» **Requirement**
Every line below that holds "button" must be copied.

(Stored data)
■ ■ ■ ■ ■ ■ ■
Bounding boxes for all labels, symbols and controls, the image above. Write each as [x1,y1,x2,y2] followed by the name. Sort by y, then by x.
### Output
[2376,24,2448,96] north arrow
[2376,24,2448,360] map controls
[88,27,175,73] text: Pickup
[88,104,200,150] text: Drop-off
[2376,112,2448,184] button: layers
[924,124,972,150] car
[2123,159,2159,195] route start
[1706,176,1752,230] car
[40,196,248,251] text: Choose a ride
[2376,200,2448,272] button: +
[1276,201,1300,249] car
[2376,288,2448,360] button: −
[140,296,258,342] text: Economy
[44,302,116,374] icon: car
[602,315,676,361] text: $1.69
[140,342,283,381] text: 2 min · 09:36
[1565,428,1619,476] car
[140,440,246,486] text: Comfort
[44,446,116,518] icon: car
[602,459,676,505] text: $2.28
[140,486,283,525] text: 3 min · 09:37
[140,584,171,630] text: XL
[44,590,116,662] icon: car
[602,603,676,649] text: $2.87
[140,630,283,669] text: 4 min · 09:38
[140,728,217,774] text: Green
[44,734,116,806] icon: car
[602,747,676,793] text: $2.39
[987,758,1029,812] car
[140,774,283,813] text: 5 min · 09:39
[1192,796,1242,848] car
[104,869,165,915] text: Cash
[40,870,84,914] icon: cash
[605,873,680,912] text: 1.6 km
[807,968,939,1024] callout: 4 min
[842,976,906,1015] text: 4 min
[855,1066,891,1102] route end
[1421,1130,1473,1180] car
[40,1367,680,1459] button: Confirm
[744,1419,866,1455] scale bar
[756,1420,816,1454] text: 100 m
■ ■ ■ ■ ■ ■ ■
» **Final answer**
[2376,112,2448,184] button: layers
[2376,200,2448,272] button: +
[2376,288,2448,360] button: −
[40,1367,680,1459] button: Confirm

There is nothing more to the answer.